According to the 2011 UK census, Skirpenbeck had a population of 142.
Skirpenbeck is near to Stamford Bridge, on the River Derwent, near where Harold Godwinson, King of England, defeated Harold Hardrada, King of Norway on 25th September 1066. Skirpenbeck (Scapendec) is in the Domesday Book, which records it as having been owned by Ormr and Bondi before being given to Odo the Crossbowman (Odo ballista), one of William the Conquerors' men. Its first baron was Sir William de Chauncy (b. 1080), son of Chauncy de Chauncy.
Thomas Cook, the famous instrument maker, was schoolmaster, at the Parish School and his son James Alfred was baptised in the church on April 15th 1832. Alick Walker the palaeontologist was born in Skirpenbeck in 1925.
There are at present five working farms in the village, two having closed in recent times and the buildings converted to dwellings. There is no other industry.
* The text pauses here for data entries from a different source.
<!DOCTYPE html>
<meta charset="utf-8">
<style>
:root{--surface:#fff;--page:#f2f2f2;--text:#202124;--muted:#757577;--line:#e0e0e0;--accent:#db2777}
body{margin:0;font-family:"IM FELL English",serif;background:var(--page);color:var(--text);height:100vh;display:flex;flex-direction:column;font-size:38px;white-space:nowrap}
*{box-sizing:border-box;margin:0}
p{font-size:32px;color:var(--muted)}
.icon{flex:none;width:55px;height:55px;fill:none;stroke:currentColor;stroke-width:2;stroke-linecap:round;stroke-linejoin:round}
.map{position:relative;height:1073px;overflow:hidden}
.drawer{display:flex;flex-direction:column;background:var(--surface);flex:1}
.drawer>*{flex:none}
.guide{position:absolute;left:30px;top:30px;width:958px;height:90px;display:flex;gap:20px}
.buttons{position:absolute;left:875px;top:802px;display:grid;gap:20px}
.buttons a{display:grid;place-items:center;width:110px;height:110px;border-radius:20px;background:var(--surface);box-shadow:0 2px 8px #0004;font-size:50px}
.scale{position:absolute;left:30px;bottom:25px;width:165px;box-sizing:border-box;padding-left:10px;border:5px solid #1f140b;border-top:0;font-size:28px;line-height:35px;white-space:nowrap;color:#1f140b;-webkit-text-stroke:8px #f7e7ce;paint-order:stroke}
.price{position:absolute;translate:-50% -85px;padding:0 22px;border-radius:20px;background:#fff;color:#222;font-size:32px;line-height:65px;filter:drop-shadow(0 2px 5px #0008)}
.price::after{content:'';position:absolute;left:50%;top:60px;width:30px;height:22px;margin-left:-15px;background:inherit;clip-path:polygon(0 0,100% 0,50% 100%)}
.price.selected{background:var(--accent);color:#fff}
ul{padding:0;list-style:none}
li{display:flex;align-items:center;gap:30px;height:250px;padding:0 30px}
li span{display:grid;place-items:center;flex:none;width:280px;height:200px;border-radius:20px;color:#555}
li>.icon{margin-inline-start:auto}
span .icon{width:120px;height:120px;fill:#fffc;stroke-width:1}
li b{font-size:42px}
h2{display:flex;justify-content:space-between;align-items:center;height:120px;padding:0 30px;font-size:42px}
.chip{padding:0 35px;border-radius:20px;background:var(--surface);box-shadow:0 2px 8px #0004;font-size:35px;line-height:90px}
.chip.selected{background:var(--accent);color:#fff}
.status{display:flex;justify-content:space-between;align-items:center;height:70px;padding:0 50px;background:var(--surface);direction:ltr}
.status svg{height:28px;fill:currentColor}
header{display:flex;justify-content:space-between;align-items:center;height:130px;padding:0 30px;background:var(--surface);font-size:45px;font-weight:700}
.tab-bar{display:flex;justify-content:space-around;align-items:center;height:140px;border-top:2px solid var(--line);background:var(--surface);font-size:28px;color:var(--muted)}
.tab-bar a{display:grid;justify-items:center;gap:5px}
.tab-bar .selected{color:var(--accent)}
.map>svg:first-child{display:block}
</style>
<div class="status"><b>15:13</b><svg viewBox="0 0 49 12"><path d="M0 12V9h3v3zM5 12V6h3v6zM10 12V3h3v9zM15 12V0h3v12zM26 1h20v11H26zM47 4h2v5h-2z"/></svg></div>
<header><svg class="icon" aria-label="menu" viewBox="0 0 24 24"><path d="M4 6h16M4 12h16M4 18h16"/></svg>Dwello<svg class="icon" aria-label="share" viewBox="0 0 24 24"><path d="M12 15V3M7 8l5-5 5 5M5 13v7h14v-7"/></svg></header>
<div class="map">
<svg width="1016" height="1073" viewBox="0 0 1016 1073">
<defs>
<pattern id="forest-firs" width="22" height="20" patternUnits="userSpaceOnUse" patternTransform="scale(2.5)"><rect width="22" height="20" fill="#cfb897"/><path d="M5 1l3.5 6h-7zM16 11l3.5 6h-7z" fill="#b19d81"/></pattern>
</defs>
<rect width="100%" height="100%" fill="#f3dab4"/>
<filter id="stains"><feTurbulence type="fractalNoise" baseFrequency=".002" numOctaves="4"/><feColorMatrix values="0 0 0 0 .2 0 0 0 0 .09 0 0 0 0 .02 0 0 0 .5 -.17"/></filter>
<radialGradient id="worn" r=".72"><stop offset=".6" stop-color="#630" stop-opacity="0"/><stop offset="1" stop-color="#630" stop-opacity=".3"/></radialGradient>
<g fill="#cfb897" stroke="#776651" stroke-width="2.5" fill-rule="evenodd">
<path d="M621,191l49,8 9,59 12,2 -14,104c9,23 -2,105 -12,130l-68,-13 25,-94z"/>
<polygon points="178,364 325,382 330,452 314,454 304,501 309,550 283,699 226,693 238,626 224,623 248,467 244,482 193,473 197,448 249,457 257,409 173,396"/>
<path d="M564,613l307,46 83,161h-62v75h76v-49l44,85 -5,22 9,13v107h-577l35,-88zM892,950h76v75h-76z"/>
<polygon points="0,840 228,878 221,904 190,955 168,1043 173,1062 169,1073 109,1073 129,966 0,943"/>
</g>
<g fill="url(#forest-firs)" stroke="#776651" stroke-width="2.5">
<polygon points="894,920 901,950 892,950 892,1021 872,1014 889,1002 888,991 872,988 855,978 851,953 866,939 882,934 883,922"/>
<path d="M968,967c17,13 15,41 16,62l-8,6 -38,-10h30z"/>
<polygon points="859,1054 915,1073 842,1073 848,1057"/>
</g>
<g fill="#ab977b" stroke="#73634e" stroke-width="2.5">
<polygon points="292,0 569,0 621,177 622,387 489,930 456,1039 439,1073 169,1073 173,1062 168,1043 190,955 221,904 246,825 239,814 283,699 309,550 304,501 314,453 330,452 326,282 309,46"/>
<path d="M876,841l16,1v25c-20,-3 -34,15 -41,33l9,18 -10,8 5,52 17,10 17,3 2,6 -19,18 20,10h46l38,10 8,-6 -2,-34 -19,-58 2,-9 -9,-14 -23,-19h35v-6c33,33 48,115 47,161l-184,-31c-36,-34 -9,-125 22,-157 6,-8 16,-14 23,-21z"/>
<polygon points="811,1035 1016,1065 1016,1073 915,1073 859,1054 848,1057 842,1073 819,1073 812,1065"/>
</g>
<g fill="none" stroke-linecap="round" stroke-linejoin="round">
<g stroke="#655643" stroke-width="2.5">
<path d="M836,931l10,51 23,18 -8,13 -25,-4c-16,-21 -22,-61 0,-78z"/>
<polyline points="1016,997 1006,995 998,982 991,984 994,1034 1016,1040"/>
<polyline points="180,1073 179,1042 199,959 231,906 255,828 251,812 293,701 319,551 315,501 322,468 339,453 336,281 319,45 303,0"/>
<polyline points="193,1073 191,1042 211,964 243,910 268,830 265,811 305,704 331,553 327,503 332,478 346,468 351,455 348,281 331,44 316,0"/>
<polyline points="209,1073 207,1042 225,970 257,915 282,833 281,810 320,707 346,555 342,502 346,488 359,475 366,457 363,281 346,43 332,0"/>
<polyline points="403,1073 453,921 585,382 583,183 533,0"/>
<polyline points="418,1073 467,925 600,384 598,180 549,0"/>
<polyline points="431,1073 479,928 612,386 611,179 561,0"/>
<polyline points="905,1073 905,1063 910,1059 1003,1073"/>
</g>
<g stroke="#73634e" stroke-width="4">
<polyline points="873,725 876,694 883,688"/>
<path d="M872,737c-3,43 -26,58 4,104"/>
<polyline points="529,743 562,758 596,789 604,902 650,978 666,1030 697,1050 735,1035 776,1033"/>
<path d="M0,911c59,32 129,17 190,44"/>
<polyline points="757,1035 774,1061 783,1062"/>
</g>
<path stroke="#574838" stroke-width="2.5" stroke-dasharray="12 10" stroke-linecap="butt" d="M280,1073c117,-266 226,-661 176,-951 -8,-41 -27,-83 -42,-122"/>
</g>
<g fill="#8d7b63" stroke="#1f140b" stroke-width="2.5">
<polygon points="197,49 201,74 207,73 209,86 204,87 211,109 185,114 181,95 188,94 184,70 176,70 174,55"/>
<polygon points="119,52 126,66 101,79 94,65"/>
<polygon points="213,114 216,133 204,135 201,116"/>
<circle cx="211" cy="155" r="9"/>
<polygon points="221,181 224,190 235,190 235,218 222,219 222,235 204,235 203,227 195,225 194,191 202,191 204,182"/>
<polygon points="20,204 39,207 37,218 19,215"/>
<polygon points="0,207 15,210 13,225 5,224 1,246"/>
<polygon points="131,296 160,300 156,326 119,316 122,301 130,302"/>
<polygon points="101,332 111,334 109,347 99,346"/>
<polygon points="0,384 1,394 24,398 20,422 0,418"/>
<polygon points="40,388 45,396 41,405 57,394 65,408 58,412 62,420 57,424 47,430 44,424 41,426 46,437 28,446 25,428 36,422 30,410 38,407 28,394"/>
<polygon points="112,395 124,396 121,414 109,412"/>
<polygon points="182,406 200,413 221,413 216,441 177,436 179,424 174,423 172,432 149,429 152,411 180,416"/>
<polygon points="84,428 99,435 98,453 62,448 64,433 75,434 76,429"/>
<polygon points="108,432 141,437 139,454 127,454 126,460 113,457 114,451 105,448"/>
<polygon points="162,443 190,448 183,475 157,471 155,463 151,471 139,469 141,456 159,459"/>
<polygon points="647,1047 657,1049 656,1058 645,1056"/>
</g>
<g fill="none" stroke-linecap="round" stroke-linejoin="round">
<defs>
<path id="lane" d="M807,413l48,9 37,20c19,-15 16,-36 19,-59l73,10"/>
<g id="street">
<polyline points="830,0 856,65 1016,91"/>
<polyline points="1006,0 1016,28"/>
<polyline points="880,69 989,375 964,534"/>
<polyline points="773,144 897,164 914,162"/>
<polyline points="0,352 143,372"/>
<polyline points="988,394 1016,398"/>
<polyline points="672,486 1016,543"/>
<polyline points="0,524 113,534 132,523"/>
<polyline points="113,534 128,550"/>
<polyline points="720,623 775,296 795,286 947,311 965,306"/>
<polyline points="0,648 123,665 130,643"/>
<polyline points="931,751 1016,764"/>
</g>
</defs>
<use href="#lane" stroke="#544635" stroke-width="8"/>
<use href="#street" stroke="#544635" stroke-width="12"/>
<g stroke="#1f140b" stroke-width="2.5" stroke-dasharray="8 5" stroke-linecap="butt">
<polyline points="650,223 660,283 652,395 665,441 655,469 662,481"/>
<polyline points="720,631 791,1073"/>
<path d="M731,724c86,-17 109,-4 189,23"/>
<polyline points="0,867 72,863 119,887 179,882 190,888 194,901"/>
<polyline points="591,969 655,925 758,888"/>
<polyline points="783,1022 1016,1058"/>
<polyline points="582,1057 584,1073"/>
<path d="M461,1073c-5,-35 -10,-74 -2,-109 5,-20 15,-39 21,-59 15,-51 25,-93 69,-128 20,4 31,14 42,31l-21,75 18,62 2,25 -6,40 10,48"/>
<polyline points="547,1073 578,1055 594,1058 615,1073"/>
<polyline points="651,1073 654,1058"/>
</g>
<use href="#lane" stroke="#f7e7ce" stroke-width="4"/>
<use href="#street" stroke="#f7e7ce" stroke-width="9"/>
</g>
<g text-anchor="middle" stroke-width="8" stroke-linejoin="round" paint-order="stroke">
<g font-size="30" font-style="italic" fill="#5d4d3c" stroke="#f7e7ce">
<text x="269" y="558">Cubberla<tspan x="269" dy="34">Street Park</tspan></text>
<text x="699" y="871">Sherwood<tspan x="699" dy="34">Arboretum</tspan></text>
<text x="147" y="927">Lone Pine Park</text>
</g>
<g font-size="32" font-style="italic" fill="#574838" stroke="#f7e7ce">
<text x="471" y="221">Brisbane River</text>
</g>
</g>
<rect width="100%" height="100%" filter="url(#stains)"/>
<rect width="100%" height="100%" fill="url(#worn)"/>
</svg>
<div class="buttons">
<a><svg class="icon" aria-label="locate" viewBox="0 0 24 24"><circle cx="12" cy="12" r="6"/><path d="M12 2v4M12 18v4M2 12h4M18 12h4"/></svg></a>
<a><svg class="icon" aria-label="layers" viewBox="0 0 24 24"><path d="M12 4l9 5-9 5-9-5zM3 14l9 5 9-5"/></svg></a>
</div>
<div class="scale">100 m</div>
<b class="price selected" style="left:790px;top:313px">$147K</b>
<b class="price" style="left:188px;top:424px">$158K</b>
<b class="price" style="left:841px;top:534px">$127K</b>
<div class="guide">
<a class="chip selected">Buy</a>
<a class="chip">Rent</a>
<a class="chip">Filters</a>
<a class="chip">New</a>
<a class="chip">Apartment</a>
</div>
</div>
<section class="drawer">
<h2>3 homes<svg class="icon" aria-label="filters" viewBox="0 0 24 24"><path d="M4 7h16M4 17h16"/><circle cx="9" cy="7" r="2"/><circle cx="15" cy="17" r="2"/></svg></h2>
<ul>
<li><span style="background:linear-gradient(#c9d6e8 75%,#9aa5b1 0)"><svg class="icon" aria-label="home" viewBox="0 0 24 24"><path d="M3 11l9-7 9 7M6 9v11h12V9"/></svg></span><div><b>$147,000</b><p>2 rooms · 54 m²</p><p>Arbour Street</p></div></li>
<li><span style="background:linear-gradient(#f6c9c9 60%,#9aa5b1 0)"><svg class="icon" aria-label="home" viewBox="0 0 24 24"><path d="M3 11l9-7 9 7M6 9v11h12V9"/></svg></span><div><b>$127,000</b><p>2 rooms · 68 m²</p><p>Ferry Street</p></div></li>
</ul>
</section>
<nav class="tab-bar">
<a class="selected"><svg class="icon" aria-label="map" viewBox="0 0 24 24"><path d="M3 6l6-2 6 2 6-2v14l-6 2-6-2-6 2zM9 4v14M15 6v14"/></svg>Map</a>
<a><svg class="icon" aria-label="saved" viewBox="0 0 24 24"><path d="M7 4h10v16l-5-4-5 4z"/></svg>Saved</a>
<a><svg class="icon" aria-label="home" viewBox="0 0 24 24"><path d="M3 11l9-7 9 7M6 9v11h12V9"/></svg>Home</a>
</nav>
The parish church of St Mary's is a Grade II listed building. The north wall is almost unaltered 12th century. There is a carving on the wall that appears to be Saxon. Other markings on the ledger stones outside the church may also be Saxon. To the north of the church a dry moat and earthwork fortifications surround the previous Manor Farm. Aerial photographs suggest that a sizeable farm complex had once been present and the site is a listed Ancient Monument (Monument number 59540). Several fields adjacent to A166 are also listed, but their field structure has been obliterated by cultivation. The lost village of Scradiztorp is thought to have been located at the western end of Skirpenbeck.